### Exercise requirements
At the line containing "Instruction: Parse the", begin retyping, and continue word for word until the records below run out.

Stored items:
_ _ _

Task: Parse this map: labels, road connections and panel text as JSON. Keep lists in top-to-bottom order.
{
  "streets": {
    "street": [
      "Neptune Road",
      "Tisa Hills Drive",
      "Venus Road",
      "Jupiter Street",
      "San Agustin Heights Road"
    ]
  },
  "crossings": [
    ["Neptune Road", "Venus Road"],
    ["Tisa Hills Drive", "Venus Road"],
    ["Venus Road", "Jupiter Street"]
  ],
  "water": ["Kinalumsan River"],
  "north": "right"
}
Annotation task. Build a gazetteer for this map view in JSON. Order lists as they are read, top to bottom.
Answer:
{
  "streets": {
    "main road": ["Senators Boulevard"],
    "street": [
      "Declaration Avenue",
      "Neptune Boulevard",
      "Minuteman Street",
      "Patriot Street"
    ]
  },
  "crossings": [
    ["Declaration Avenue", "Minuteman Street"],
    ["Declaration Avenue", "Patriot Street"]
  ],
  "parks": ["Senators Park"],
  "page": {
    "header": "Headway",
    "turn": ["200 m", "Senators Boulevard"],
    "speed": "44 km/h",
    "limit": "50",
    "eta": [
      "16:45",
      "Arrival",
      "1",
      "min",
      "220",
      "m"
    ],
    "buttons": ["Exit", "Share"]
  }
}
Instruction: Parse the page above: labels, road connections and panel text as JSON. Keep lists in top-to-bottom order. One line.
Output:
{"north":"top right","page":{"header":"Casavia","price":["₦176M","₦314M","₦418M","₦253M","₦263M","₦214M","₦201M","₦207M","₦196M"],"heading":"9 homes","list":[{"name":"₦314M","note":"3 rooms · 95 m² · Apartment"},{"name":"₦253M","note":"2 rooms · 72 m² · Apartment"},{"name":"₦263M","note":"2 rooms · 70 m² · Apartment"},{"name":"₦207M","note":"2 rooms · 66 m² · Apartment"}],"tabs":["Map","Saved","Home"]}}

_ _ _

### Answer space
Instruction: Parse the page above: labels, road connections and panel text as JSON. Keep lists in top-to-bottom order. One line.
Output:
{"north":"top right","page":{"header":"Casavia","price":["₦176M","₦314M","₦418M","₦253M","₦263M","₦214M","₦201M","₦207M","₦196M"],"heading":"9 homes","list":[{"name":"₦314M","note":"3 rooms · 95 m² · Apartment"},{"name":"₦253M","note":"2 rooms · 72 m² · Apartment"},{"name":"₦263M","note":"2 rooms · 70 m² · Apartment"},{"name":"₦207M","note":"2 rooms · 66 m² · Apartment"}],"tabs":["Map","Saved","Home"]}}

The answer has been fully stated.